> Task details
Only the lines from the beginning of the entries through the one that holds "0 #968e84) drop-shadow(-1px" may appear in the answer, written out exactly and free of pictures.

> Supplied information
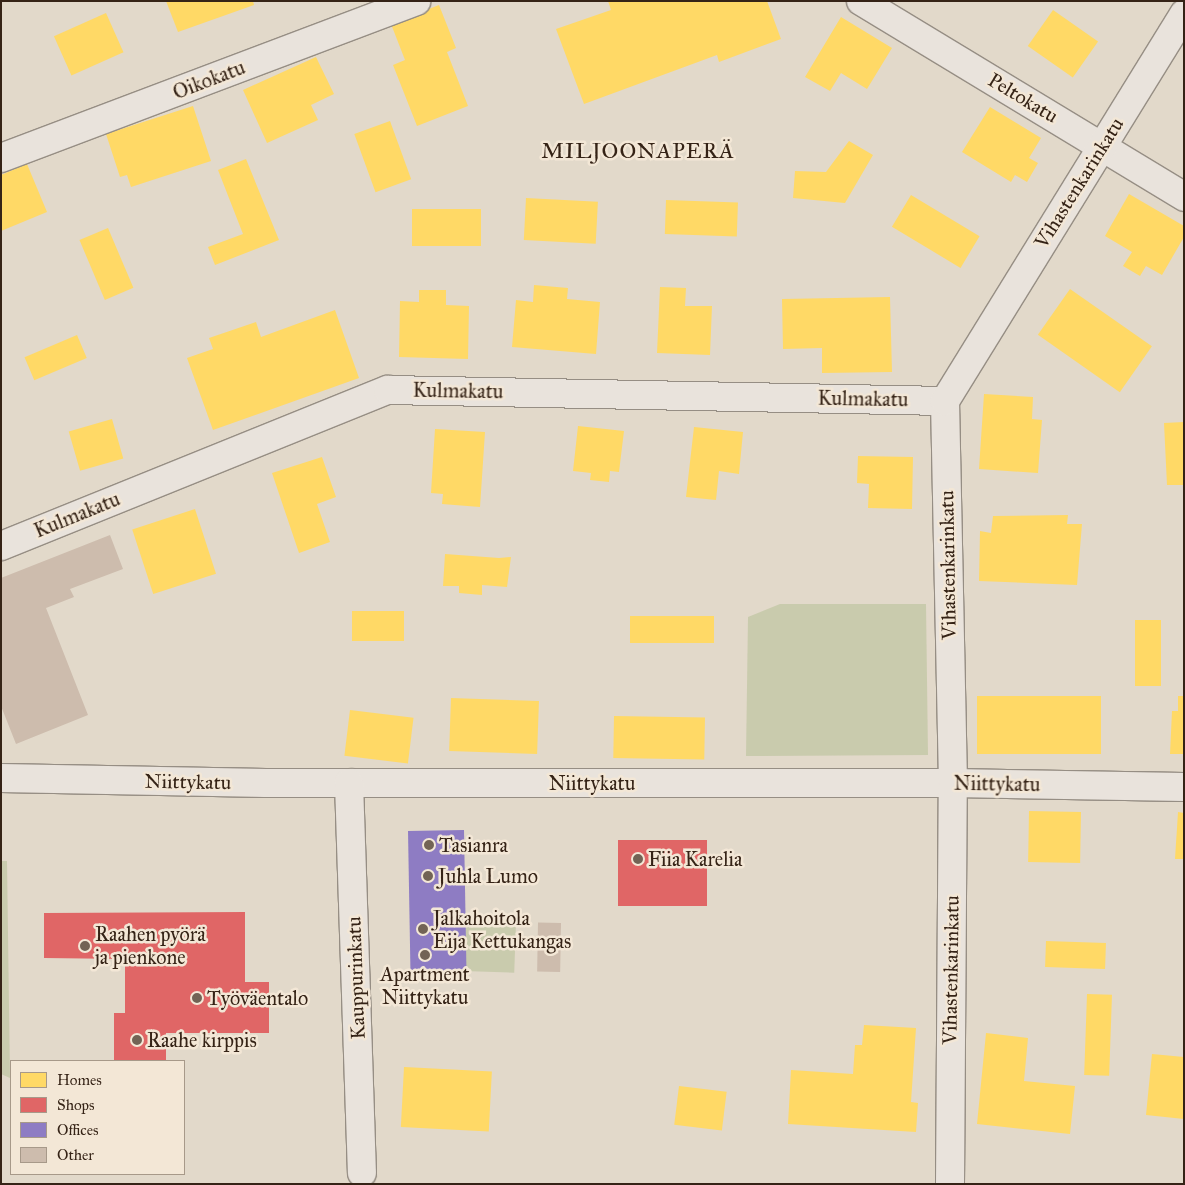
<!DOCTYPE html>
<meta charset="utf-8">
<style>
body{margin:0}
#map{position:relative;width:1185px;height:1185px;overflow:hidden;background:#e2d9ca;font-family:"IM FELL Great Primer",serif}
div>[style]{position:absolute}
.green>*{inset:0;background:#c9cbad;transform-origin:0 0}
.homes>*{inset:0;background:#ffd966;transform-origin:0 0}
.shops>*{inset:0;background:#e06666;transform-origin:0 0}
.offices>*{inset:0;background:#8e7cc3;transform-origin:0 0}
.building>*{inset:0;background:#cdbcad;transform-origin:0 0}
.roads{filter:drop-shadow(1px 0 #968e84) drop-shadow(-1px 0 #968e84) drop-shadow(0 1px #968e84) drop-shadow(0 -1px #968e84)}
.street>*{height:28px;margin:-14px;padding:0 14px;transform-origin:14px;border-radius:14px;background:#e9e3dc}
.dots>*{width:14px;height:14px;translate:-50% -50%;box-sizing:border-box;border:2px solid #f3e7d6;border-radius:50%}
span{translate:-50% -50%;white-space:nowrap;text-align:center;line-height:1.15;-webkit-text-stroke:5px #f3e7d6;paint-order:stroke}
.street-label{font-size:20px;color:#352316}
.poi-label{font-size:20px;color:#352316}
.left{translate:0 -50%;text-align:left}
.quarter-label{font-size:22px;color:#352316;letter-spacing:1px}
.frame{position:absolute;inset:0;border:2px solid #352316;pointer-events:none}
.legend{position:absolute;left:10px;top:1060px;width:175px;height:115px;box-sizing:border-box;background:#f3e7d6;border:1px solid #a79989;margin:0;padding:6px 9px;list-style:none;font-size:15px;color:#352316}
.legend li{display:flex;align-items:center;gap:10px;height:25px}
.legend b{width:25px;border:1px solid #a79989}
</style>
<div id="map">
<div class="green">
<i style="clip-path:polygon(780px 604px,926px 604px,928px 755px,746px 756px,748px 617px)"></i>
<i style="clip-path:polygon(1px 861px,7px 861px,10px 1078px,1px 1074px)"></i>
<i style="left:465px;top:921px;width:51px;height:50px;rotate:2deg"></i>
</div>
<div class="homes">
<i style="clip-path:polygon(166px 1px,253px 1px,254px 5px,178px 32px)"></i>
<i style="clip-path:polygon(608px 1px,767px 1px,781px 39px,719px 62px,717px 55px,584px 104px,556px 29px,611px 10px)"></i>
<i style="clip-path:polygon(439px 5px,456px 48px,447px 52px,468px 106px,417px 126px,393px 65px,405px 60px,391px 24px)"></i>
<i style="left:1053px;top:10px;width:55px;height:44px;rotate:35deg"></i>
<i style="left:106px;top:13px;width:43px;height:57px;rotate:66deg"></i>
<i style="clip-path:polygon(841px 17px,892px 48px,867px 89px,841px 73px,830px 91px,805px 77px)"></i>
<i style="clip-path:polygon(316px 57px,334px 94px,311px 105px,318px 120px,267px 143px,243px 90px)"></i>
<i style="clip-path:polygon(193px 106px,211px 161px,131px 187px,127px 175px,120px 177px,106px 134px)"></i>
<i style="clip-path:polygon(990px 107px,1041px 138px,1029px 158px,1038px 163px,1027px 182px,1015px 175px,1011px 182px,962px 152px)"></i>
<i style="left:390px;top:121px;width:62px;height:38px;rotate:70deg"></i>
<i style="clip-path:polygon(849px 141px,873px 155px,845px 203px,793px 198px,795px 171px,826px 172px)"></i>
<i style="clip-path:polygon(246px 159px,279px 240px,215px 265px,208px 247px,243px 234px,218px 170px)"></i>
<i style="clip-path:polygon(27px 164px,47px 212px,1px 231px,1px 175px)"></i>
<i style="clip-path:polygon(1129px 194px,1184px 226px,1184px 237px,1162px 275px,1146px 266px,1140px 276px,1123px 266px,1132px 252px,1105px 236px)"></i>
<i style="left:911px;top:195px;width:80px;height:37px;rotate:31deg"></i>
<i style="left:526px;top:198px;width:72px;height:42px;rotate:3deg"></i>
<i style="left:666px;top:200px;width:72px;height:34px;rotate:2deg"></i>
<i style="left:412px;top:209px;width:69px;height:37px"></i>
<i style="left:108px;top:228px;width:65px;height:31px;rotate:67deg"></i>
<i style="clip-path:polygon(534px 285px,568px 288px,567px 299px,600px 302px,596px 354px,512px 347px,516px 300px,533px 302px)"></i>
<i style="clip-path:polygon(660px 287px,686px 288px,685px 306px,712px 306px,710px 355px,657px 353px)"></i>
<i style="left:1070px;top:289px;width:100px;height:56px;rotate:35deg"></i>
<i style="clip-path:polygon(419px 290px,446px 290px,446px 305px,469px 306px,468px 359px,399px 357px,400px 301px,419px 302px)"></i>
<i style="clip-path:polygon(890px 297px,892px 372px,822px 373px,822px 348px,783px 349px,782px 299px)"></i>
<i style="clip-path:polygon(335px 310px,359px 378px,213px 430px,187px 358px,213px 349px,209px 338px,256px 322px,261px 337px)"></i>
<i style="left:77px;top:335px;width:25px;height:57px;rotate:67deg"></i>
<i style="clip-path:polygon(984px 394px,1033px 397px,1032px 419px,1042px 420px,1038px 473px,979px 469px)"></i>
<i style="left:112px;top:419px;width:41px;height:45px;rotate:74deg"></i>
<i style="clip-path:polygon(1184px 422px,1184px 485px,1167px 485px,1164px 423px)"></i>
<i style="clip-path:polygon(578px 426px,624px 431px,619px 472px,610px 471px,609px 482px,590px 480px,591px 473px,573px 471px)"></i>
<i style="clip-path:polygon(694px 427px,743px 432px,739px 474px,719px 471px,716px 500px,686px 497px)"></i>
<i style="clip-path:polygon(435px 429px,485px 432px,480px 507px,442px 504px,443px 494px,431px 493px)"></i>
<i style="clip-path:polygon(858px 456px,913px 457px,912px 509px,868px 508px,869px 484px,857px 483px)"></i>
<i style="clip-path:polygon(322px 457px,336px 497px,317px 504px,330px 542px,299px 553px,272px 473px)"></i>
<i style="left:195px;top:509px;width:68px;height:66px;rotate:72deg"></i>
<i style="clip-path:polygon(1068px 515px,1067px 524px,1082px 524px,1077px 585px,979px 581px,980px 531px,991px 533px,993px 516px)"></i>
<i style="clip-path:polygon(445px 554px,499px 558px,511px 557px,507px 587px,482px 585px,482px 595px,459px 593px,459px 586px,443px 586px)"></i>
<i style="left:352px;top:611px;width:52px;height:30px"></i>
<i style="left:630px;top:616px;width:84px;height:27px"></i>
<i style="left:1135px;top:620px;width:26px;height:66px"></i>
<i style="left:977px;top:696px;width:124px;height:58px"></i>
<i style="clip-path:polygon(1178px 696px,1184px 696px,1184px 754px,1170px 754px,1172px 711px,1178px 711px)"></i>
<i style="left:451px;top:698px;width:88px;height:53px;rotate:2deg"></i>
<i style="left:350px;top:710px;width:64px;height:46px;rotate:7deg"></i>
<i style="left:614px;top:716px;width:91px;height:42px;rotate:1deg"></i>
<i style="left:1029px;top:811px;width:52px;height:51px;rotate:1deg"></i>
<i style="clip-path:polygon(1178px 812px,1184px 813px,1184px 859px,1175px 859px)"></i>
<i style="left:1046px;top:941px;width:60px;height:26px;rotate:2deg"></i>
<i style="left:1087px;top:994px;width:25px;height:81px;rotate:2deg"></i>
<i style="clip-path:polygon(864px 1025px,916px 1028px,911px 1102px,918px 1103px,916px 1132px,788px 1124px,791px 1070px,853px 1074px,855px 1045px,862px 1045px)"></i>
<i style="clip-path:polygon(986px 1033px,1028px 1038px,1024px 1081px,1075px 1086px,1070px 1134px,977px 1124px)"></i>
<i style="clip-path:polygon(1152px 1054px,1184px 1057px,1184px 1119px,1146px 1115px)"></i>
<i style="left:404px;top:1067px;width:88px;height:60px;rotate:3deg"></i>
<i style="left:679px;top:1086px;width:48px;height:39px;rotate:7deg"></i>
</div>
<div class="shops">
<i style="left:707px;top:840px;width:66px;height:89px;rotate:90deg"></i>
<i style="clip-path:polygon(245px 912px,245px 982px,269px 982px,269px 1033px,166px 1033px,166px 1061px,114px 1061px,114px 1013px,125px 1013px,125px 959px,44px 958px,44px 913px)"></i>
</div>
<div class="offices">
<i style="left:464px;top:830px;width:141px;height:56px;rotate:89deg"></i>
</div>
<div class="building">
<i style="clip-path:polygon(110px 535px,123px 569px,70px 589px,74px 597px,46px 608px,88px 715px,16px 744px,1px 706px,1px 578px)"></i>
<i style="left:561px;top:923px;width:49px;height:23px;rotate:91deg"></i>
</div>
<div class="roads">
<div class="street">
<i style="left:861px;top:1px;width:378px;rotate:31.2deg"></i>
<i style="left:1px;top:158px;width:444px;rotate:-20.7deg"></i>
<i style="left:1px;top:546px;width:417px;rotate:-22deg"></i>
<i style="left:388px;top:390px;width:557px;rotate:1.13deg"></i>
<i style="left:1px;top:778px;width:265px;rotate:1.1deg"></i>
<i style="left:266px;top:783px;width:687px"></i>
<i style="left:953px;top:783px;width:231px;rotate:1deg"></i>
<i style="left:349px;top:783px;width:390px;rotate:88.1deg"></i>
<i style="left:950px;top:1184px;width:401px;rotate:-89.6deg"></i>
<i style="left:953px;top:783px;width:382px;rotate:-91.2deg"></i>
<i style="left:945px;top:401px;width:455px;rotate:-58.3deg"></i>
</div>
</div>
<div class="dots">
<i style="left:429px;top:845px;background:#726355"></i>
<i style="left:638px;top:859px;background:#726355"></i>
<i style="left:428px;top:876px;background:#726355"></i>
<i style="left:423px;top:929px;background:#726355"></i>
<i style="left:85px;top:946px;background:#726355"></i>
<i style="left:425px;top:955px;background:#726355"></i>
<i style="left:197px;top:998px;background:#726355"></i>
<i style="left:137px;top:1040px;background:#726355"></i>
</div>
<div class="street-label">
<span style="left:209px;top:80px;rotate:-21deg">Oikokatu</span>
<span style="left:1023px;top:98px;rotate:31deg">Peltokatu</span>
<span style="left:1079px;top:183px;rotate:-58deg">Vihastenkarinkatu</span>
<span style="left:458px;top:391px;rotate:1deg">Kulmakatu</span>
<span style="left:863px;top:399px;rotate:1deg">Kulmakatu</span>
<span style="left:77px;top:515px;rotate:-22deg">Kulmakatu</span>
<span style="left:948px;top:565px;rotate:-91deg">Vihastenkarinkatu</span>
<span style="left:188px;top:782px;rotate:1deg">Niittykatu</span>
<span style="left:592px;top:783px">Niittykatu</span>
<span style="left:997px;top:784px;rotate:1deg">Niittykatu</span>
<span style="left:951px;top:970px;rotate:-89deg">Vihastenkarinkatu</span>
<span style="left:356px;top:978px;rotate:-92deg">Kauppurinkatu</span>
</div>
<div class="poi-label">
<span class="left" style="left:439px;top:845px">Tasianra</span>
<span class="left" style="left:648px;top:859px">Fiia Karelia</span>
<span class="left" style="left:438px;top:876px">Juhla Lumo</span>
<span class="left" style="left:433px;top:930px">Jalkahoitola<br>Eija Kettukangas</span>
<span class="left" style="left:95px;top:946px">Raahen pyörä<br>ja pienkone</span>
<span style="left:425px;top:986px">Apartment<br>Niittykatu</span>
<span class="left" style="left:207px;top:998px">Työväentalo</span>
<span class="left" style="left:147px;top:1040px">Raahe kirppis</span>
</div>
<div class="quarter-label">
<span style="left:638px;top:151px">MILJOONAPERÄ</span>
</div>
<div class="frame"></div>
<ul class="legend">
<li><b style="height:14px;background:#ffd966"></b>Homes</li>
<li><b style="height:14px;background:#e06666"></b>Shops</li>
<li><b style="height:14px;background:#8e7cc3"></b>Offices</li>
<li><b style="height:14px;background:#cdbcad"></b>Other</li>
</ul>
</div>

> Output below
<!DOCTYPE html>
<meta charset="utf-8">
<style>
body{margin:0}
#map{position:relative;width:1185px;height:1185px;overflow:hidden;background:#e2d9ca;font-family:"IM FELL Great Primer",serif}
div>[style]{position:absolute}
.green>*{inset:0;background:#c9cbad;transform-origin:0 0}
.homes>*{inset:0;background:#ffd966;transform-origin:0 0}
.shops>*{inset:0;background:#e06666;transform-origin:0 0}
.offices>*{inset:0;background:#8e7cc3;transform-origin:0 0}
.building>*{inset:0;background:#cdbcad;transform-origin:0 0}
.roads{filter:drop-shadow(1px 0 #968e84) drop-shadow(-1px 0 #968e84) drop-shadow(0 1px #968e84) drop-shadow(0 -1px #968e84)}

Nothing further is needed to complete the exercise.